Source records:
------------------------------

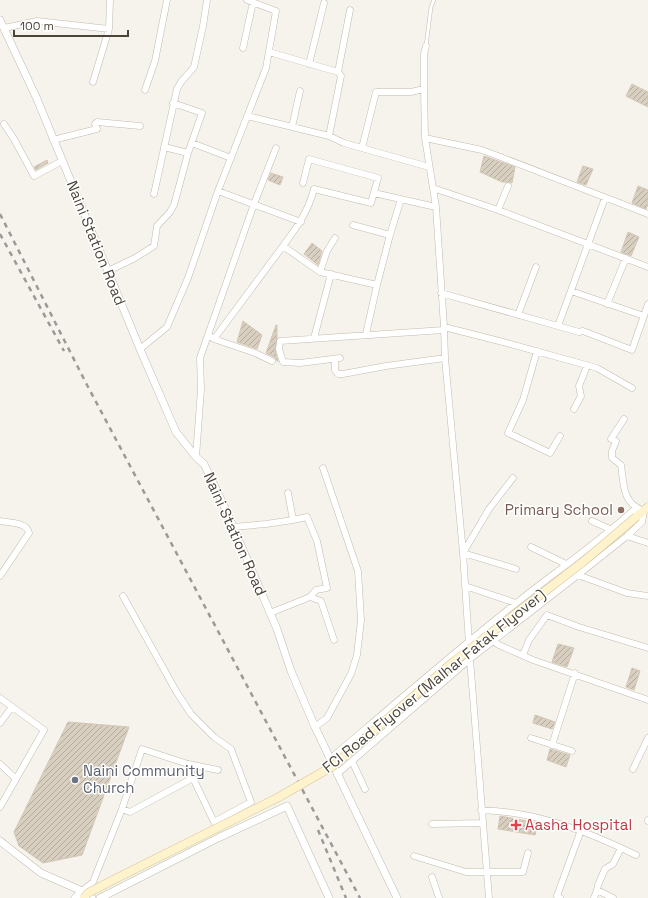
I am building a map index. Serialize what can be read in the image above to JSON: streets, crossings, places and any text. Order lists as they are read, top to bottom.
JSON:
{
  "streets": {
    "main road": ["FCI Road Flyover (Malhar Fatak Flyover)"],
    "street": ["Naini Station Road"]
  },
  "places": {
    "other": ["Primary School", "Naini Community Church"],
    "health": ["Aasha Hospital"]
  },
  "scale_bar": "100 m"
}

------------------------------

> _WHAT NEEDS TO BE DONE_
Reproduce all entries without any change, and omit the pictures.

> _TASK SOLUTION_
I am building a map index. Serialize what can be read in the image above to JSON: streets, crossings, places and any text. Order lists as they are read, top to bottom.
JSON:
{
  "streets": {
    "main road": ["FCI Road Flyover (Malhar Fatak Flyover)"],
    "street": ["Naini Station Road"]
  },
  "places": {
    "other": ["Primary School", "Naini Community Church"],
    "health": ["Aasha Hospital"]
  },
  "scale_bar": "100 m"
}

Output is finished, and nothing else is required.